### Required work
Where the records below reach the line containing "M425,80L480,175L371,163L367,155L379,129L394,105Z", start transcribing, and end with the line containing "M729,277L706,489L761,593L770,596", exactly and with nothing else added.
..........
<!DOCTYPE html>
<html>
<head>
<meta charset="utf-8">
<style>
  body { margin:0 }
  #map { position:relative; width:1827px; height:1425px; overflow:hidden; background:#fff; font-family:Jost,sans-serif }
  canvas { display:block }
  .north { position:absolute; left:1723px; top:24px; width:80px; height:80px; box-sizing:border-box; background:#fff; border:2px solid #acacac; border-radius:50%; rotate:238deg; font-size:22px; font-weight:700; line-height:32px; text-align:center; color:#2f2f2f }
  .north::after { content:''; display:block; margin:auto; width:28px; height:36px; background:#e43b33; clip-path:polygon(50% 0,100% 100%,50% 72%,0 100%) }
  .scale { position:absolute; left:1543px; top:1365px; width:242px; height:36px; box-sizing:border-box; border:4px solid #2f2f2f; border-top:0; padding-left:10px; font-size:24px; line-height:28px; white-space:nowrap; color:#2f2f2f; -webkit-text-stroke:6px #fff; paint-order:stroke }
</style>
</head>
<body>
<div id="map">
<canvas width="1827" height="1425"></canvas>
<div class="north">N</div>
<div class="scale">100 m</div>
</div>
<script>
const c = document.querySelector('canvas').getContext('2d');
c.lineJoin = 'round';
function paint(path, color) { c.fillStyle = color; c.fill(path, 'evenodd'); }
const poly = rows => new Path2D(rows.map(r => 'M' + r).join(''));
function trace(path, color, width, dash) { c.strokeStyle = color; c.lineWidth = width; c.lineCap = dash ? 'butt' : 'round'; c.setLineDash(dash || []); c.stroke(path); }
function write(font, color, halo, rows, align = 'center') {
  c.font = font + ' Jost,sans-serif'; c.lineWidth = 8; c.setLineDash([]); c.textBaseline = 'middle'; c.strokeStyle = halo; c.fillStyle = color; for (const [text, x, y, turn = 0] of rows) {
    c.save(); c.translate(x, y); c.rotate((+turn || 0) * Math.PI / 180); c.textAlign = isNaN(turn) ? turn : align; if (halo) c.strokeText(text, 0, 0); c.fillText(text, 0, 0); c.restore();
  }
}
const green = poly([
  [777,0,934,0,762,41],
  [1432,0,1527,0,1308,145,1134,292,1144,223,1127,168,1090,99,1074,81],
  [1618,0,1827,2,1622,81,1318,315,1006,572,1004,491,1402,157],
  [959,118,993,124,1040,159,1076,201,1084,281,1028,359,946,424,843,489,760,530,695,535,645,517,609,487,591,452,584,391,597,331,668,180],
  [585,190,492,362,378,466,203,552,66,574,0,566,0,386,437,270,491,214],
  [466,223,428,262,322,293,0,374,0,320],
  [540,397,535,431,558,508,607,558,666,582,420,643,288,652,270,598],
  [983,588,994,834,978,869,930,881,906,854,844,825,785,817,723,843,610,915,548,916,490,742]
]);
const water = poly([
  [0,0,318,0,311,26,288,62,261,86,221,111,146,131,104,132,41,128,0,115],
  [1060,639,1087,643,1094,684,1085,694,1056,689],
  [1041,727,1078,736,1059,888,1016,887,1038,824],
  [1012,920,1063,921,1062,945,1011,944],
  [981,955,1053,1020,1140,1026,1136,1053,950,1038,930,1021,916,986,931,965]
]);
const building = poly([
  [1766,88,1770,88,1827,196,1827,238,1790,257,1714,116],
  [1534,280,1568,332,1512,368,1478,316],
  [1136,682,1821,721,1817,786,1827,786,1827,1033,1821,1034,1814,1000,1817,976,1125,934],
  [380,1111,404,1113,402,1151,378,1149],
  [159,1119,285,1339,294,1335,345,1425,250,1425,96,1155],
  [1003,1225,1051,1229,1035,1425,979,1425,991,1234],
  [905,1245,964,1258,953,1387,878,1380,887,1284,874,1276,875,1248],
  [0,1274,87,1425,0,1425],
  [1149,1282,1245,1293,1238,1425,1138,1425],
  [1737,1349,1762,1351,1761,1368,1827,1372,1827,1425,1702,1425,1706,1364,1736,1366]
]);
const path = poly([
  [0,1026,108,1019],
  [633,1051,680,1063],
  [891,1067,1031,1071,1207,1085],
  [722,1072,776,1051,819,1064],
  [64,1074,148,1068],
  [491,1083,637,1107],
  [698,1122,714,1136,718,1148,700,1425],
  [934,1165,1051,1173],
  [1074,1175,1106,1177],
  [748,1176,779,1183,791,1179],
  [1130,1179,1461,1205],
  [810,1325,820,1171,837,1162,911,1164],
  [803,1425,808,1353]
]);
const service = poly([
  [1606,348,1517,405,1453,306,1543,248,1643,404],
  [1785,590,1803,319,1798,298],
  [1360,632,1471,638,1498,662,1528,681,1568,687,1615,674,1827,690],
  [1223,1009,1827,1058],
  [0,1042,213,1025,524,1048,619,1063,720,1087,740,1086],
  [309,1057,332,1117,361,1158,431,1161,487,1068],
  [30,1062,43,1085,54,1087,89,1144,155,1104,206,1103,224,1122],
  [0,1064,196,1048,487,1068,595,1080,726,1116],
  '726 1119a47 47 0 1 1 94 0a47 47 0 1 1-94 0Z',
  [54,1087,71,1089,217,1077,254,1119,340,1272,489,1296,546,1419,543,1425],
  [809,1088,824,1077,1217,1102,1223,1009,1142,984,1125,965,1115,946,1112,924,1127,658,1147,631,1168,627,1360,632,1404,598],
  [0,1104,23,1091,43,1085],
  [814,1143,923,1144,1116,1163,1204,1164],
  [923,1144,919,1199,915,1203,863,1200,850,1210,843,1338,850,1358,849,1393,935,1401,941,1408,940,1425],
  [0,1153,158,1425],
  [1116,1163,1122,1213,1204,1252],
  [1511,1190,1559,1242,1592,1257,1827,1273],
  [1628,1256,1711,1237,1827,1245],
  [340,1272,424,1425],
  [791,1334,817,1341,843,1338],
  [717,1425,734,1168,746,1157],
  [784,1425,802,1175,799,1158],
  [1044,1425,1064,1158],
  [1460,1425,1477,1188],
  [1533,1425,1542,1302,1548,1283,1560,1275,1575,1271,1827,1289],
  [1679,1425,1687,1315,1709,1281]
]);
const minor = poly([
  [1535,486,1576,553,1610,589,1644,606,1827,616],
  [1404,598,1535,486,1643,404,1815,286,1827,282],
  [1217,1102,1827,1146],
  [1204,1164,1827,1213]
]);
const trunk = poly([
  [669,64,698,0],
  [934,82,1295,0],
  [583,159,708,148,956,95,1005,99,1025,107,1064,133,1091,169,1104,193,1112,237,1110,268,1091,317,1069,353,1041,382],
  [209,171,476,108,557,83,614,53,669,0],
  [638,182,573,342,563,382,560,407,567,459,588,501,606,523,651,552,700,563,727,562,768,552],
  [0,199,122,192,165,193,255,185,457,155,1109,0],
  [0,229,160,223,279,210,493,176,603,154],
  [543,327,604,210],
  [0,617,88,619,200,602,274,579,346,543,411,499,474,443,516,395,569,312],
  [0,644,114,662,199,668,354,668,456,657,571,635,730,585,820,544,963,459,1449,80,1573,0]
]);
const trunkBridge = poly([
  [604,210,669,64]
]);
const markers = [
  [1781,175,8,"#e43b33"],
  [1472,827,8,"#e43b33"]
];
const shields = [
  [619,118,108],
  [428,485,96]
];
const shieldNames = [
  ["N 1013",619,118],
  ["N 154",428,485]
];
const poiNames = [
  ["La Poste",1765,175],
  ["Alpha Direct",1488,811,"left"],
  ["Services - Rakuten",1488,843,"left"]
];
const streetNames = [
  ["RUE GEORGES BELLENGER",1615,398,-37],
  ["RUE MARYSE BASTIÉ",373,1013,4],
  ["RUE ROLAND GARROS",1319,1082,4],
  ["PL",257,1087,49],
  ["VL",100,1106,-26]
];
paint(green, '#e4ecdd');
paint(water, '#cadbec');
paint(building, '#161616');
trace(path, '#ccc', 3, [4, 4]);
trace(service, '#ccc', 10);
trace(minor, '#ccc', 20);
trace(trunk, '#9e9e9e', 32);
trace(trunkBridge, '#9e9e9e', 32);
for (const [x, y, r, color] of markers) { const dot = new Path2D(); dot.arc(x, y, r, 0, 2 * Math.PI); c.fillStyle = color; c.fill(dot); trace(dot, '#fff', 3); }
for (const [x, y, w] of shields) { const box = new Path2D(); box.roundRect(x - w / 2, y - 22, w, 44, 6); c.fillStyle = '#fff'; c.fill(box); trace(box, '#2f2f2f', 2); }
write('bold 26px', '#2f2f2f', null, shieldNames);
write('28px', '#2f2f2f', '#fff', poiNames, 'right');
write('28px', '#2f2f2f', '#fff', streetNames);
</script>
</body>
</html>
..........
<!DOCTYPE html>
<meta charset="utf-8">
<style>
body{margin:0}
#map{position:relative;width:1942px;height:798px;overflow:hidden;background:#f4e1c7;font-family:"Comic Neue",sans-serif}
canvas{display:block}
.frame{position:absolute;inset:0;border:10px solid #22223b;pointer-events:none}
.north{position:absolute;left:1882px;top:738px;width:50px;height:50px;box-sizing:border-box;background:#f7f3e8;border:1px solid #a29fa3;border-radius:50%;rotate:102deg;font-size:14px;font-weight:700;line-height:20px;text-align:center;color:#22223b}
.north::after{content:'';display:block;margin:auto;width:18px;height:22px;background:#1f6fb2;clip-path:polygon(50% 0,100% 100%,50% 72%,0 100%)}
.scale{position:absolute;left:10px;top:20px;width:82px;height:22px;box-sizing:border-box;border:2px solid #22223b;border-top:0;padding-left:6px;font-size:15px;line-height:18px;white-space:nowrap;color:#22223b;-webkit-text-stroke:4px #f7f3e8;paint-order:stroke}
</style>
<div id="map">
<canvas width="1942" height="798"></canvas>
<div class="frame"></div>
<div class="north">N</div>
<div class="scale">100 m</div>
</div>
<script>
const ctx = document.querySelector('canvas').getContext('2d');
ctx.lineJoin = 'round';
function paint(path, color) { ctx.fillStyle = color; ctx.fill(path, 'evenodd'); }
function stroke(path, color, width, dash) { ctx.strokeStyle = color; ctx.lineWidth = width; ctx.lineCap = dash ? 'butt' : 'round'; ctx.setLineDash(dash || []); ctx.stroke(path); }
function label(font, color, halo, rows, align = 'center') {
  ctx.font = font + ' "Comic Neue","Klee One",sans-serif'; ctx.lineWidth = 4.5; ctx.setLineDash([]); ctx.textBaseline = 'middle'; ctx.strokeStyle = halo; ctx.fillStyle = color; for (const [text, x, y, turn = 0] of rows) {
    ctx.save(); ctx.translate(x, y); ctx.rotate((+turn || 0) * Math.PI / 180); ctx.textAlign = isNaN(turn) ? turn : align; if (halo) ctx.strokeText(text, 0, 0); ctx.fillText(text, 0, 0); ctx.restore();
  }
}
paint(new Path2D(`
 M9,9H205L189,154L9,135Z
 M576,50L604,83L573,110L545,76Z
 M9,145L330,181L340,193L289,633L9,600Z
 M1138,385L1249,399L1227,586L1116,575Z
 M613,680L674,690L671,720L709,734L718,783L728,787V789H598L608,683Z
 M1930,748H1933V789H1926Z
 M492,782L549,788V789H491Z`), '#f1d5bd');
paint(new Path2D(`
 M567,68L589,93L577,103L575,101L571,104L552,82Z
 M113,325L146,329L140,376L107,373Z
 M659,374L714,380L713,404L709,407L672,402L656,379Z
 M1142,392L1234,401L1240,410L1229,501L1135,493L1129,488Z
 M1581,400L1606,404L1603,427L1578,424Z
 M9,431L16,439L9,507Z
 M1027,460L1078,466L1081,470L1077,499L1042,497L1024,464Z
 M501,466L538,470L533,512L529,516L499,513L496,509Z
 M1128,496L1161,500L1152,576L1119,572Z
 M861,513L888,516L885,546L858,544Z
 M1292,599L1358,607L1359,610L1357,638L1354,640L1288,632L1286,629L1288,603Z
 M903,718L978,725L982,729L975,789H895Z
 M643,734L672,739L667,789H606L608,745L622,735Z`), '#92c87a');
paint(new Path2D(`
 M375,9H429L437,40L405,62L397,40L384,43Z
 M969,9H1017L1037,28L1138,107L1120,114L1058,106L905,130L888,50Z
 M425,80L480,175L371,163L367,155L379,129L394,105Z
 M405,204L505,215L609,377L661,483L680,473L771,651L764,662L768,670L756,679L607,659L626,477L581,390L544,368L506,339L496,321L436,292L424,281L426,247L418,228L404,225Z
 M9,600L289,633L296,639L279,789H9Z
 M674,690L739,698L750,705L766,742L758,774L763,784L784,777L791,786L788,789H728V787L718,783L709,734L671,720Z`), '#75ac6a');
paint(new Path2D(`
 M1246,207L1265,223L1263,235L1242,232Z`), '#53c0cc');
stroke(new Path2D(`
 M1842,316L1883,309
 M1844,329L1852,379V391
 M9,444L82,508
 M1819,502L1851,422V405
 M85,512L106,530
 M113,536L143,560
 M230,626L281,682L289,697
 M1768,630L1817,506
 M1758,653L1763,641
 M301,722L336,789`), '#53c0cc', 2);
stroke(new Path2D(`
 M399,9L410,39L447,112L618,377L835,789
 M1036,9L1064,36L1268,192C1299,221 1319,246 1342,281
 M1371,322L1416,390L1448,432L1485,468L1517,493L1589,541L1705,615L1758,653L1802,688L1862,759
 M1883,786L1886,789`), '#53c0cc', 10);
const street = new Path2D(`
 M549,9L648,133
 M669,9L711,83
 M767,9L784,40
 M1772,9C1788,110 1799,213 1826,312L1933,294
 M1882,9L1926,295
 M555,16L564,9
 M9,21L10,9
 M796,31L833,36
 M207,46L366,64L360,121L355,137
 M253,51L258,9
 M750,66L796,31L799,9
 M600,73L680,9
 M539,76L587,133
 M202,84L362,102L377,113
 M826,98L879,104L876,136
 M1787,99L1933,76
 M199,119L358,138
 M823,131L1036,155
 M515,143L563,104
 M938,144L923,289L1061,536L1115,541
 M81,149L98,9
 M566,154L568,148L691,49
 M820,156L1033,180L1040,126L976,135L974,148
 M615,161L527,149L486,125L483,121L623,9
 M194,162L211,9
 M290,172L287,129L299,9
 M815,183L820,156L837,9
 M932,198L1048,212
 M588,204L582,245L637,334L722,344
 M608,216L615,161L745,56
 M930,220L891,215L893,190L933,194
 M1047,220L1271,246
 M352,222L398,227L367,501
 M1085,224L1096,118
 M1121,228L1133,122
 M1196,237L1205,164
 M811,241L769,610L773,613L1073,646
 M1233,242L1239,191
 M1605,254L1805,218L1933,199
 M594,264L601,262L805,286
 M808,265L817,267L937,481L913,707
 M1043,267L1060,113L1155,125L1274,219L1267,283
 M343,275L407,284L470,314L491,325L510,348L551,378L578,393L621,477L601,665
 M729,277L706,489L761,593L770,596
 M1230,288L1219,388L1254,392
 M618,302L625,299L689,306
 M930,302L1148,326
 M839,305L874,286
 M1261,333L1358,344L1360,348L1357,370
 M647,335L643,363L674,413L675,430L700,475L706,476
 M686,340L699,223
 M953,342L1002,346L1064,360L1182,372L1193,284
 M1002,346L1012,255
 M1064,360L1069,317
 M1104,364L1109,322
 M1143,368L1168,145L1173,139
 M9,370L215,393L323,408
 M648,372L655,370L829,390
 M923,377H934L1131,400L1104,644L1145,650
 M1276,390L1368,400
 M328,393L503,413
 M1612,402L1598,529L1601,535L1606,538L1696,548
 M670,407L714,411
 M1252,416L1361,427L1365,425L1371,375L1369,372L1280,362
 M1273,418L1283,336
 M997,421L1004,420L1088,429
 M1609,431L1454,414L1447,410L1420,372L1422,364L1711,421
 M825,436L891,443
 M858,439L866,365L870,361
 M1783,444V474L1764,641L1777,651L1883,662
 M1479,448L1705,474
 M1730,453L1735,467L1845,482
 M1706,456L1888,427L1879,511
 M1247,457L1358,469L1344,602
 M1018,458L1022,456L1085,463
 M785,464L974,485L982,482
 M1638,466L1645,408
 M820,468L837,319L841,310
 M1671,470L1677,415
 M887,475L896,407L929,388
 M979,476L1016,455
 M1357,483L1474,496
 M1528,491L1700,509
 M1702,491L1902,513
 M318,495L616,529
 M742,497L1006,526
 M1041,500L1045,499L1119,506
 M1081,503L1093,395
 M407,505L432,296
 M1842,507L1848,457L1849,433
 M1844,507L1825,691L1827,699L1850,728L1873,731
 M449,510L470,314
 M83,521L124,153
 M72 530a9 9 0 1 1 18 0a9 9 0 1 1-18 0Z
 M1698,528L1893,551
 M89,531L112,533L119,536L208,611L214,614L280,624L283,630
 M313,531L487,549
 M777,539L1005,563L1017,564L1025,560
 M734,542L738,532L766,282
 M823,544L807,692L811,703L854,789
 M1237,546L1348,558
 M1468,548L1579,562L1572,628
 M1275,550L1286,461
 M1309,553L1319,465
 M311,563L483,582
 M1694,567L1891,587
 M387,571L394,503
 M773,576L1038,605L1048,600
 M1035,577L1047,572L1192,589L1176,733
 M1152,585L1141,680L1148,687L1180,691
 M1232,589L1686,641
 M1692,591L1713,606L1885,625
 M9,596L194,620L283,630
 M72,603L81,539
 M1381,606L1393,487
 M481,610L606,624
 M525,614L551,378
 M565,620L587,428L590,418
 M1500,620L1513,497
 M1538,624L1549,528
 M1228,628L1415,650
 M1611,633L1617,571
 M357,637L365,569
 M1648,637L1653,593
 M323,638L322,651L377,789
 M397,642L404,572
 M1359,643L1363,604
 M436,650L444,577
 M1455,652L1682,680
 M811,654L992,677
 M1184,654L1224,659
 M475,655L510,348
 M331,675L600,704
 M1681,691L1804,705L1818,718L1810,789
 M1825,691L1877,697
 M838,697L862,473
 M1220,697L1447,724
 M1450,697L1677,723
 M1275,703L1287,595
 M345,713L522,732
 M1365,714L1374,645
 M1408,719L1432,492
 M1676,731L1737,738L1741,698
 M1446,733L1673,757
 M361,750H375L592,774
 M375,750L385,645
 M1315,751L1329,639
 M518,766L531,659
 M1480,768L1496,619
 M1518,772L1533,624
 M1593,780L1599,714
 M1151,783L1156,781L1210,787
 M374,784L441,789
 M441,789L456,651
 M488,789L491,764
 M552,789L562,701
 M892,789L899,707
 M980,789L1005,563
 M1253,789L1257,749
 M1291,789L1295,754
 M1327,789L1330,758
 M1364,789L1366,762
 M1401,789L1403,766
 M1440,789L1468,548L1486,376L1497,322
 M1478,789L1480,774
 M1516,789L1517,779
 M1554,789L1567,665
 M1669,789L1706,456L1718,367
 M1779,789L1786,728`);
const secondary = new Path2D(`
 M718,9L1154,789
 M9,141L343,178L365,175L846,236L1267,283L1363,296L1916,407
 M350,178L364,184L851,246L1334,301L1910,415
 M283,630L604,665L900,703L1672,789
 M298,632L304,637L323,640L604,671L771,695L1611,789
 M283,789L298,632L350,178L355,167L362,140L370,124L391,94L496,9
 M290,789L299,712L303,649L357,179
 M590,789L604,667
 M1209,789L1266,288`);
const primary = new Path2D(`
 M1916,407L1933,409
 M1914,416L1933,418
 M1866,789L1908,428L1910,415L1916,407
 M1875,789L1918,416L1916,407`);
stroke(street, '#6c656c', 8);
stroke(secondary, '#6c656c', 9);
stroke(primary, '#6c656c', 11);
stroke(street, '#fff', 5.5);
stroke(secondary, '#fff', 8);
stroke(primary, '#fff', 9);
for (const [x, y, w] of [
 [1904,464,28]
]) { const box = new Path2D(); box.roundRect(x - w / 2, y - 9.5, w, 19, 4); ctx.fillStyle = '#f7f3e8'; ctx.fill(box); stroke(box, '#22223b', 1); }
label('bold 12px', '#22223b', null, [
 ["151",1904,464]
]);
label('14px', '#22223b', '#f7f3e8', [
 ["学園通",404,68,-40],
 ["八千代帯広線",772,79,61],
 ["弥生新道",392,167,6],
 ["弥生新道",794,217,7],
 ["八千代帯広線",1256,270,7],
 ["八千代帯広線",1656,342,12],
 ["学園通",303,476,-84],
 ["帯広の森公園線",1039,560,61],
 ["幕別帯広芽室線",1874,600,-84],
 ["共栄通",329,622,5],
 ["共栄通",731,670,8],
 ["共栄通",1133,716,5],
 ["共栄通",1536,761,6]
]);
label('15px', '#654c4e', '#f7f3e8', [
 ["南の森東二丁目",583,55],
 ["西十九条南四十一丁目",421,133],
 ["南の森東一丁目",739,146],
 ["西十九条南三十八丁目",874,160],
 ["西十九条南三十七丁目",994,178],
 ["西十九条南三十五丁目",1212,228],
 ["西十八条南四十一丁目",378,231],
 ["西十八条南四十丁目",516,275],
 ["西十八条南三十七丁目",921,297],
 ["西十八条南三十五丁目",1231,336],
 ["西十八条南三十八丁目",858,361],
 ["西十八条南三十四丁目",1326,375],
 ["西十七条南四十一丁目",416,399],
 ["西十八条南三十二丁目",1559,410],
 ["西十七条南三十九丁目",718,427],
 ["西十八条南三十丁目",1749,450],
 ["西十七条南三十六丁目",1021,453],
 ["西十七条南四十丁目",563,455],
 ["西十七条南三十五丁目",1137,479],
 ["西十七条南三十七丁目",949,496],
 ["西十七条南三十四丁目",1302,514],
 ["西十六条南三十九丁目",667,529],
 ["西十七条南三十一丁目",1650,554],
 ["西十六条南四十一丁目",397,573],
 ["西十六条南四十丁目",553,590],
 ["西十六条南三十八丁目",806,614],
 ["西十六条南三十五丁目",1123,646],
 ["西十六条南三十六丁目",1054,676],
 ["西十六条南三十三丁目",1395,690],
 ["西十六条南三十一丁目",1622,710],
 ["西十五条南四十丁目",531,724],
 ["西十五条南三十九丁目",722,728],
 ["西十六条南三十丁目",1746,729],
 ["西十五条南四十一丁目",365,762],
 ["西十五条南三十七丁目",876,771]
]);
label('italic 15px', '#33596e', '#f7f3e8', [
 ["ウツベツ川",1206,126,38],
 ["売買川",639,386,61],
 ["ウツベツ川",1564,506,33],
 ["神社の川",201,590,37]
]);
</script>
..........
### Written solution
 M425,80L480,175L371,163L367,155L379,129L394,105Z
 M405,204L505,215L609,377L661,483L680,473L771,651L764,662L768,670L756,679L607,659L626,477L581,390L544,368L506,339L496,321L436,292L424,281L426,247L418,228L404,225Z
 M9,600L289,633L296,639L279,789H9Z
 M674,690L739,698L750,705L766,742L758,774L763,784L784,777L791,786L788,789H728V787L718,783L709,734L671,720Z`), '#75ac6a');
paint(new Path2D(`
 M1246,207L1265,223L1263,235L1242,232Z`), '#53c0cc');
stroke(new Path2D(`
 M1842,316L1883,309
 M1844,329L1852,379V391
 M9,444L82,508
 M1819,502L1851,422V405
 M85,512L106,530
 M113,536L143,560
 M230,626L281,682L289,697
 M1768,630L1817,506
 M1758,653L1763,641
 M301,722L336,789`), '#53c0cc', 2);
stroke(new Path2D(`
 M399,9L410,39L447,112L618,377L835,789
 M1036,9L1064,36L1268,192C1299,221 1319,246 1342,281
 M1371,322L1416,390L1448,432L1485,468L1517,493L1589,541L1705,615L1758,653L1802,688L1862,759
 M1883,786L1886,789`), '#53c0cc', 10);
const street = new Path2D(`
 M549,9L648,133
 M669,9L711,83
 M767,9L784,40
 M1772,9C1788,110 1799,213 1826,312L1933,294
 M1882,9L1926,295
 M555,16L564,9
 M9,21L10,9
 M796,31L833,36
 M207,46L366,64L360,121L355,137
 M253,51L258,9
 M750,66L796,31L799,9
 M600,73L680,9
 M539,76L587,133
 M202,84L362,102L377,113
 M826,98L879,104L876,136
 M1787,99L1933,76
 M199,119L358,138
 M823,131L1036,155
 M515,143L563,104
 M938,144L923,289L1061,536L1115,541
 M81,149L98,9
 M566,154L568,148L691,49
 M820,156L1033,180L1040,126L976,135L974,148
 M615,161L527,149L486,125L483,121L623,9
 M194,162L211,9
 M290,172L287,129L299,9
 M815,183L820,156L837,9
 M932,198L1048,212
 M588,204L582,245L637,334L722,344
 M608,216L615,161L745,56
 M930,220L891,215L893,190L933,194
 M1047,220L1271,246
 M352,222L398,227L367,501
 M1085,224L1096,118
 M1121,228L1133,122
 M1196,237L1205,164
 M811,241L769,610L773,613L1073,646
 M1233,242L1239,191
 M1605,254L1805,218L1933,199
 M594,264L601,262L805,286
 M808,265L817,267L937,481L913,707
 M1043,267L1060,113L1155,125L1274,219L1267,283
 M343,275L407,284L470,314L491,325L510,348L551,378L578,393L621,477L601,665
 M729,277L706,489L761,593L770,596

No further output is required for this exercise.